Saturday, January 18, 2014

New 'edition' of a classic Taẕkira-ye ʿulamāʾ-ye Hind of Raḥmān ʿAlī

The Taẕkira-ye ʿulamāʾ-ye Hind [Tuḥfat al-fuḍalāʾ fī tarājim al-kumalāʾ] of Raḥmān ʿAlī (Muḥammad ʿAbd al-Shakūr), which until now has been available in a well known lithograph of 1312/1893 published by Newal Kishore in Lucknow has been recently re-edited/re-typeset by Majmaʿ-ye zakhāʾir-e islāmī in Qum in 1391 shamsī/2012 by Yūsuf Bēg Bābāpūr. 

The author - known as Raḥmān ʿAlī - was born in 1244/1829 into a scholarly service family – as he describes himself – of Avadh.

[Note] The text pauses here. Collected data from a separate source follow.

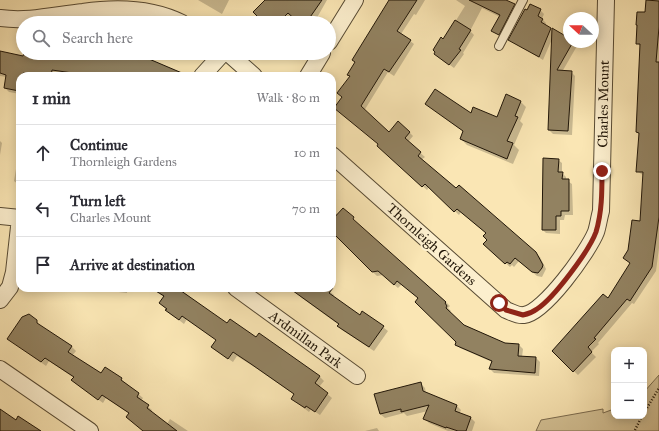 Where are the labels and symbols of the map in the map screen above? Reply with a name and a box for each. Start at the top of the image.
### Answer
north arrow [563,12,599,48]
street label: Charles Mount [594,60,613,148]
route end [593,162,611,180]
street label: Thornleigh Gardens [383,200,480,289]
route start [490,294,508,312]
street label: Ardmillan Park [265,306,346,372] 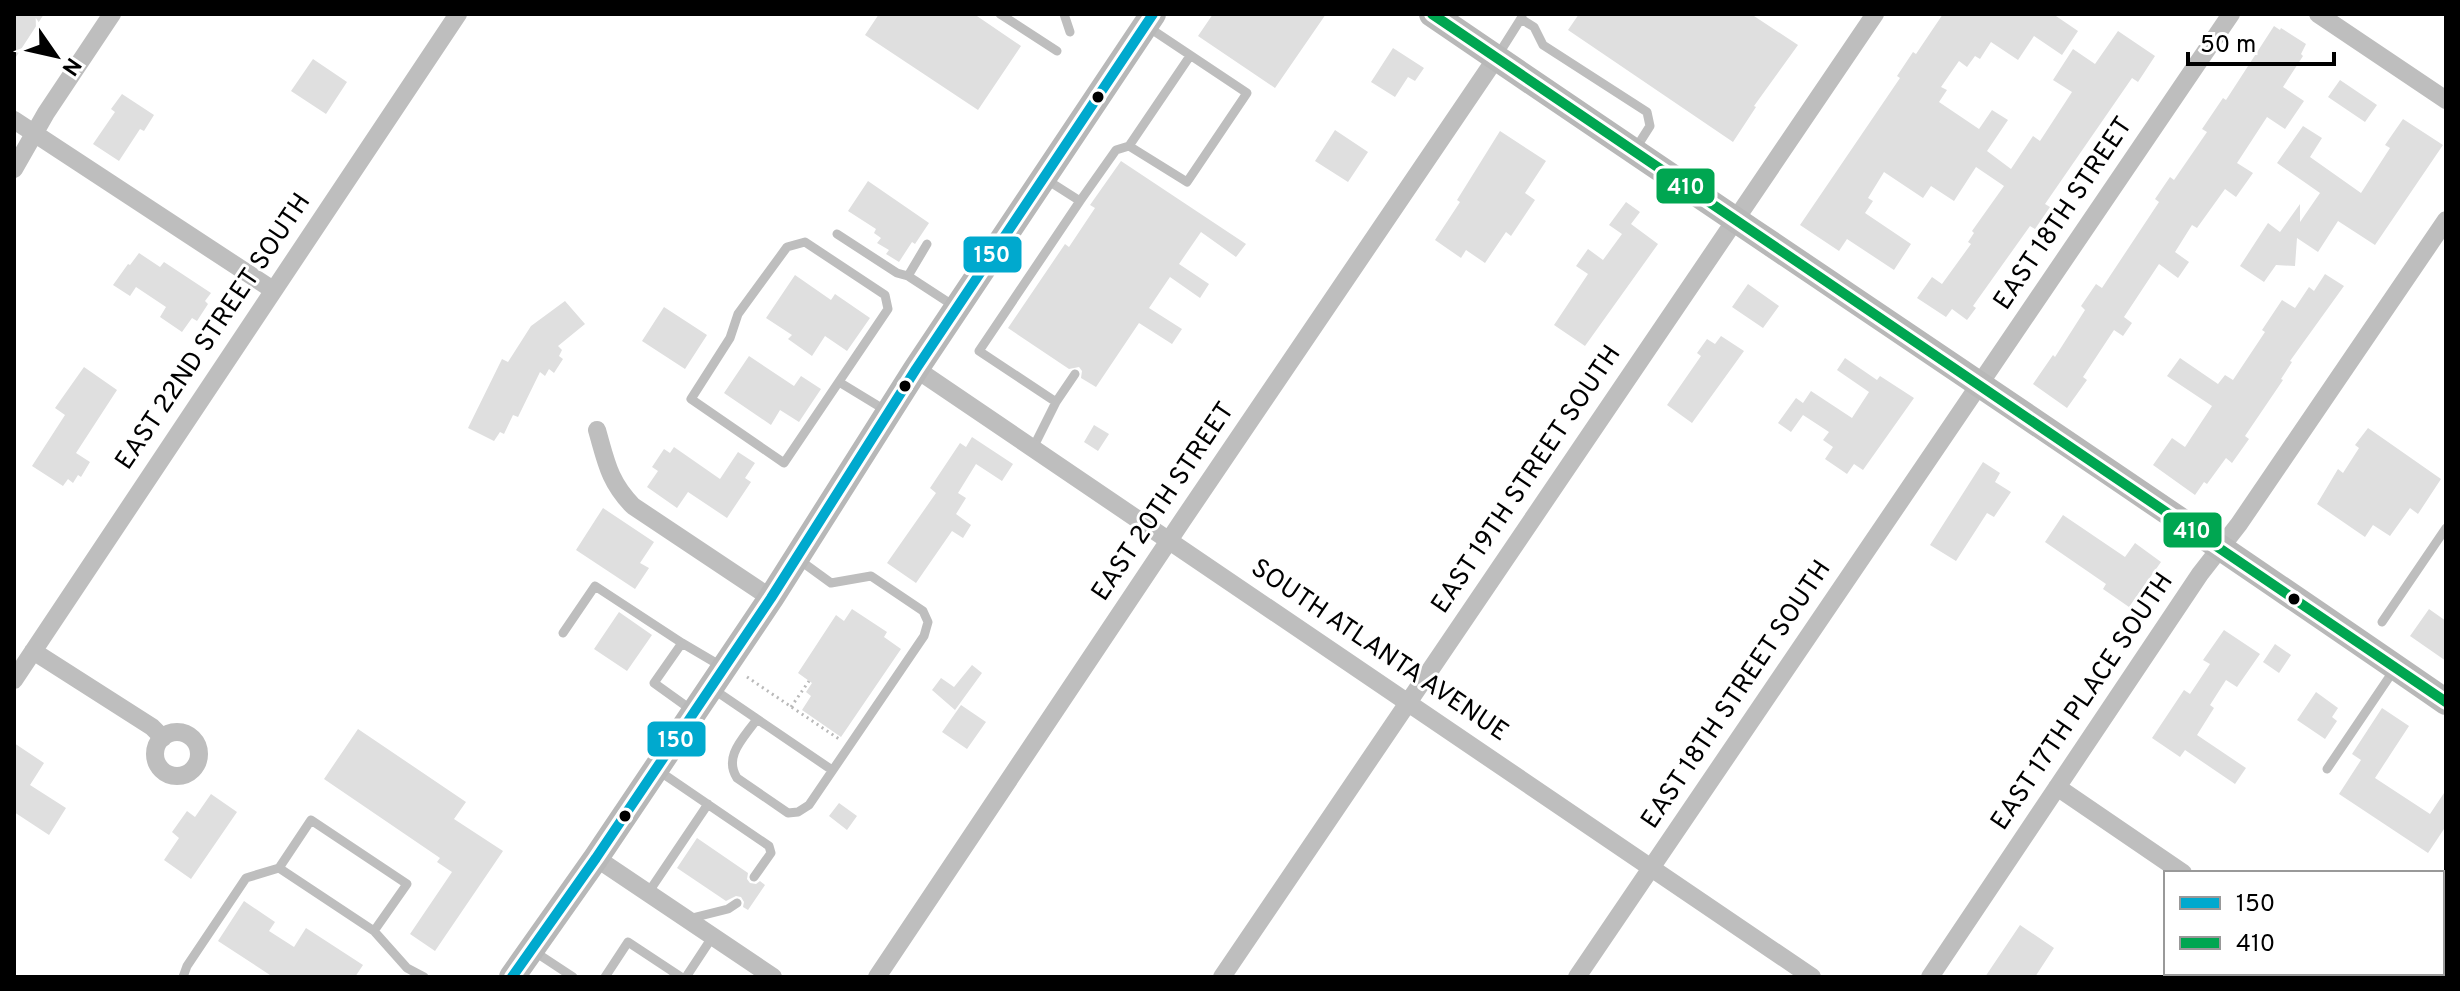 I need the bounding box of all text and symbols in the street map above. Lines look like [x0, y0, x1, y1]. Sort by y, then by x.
north arrow [16, 16, 96, 96]
scale bar [2188, 16, 2334, 66]
text: 50 m [2200, 31, 2256, 61]
text: N [55, 52, 86, 80]
unlabelled marker [1090, 89, 1106, 105]
street label: EAST 18TH STREET [1987, 111, 2141, 317]
line badge: 410 [1655, 167, 1716, 205]
text: 410 [1667, 175, 1705, 202]
street label: EAST 22ND STREET SOUTH [109, 187, 319, 477]
line badge: 150 [962, 235, 1023, 274]
text: 150 [974, 243, 1010, 270]
street label: EAST 19TH STREET SOUTH [1425, 340, 1629, 620]
unlabelled marker [897, 378, 913, 394]
street label: EAST 20TH STREET [1085, 396, 1243, 608]
line badge: 410 [2162, 511, 2223, 549]
text: 410 [2173, 519, 2211, 546]
street label: SOUTH ATLANTA AVENUE [1244, 552, 1514, 750]
street label: EAST 18TH STREET SOUTH [1635, 555, 1839, 835]
street label: EAST 17TH PLACE SOUTH [1984, 567, 2182, 837]
unlabelled marker [2286, 591, 2302, 607]
line badge: 150 [646, 720, 707, 758]
text: 150 [658, 728, 694, 755]
unlabelled marker [617, 808, 633, 824]
legend [2164, 871, 2444, 975]
text: 150 [2236, 890, 2275, 920]
text: 410 [2236, 930, 2275, 960]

He seems to have studied first in Fatehpūr (according to his autobiography) and then in Lucknow because he discusses a number of figures whom he met there including the renowned philosopher Fażl-e Ḥaqq Khayrābādī (d. 1862). In 1367/1851 he moved into service of Raghav Raj Singh in the princely state of Rēvān and was briefly ambassador to Jaipur.  He later joined British service and was made khān bahādur as part of the jubilee celebrations in 1887. On pages 116-18 is the biography of Shēr ʿAlī Aḥmadābādī, the father of the author and his first teacher who had been in the service of Āṣaf al-Dawla. It is a valuable source for the ʿulamāʾ of the Chishtī tradition as well as of Lucknow and Avadh (such as the divines of Farangī Maḥall), including major Shiʿi figures (primarily the khāndān-e ijtihād). Some basic accounts are also given for Mughal figures and those from a much earlier period. While some of the longer entries are obvious (such as Sirhindī), others are unusual choices such as Sayyid Muḥammad Jawnpūrī (d. 1505) who claimed to be the mahdī (pages 247-51). On page 304, there is a brief and laudatory notice on Sayyid Nūrullāh Shūshtarī (exe. 1610) mentioning his Shiʿism, ability, Majālis al-muʾminīn and being the judge of Lahore and his death date - it fails to mention that he was executed on the orders of the court. 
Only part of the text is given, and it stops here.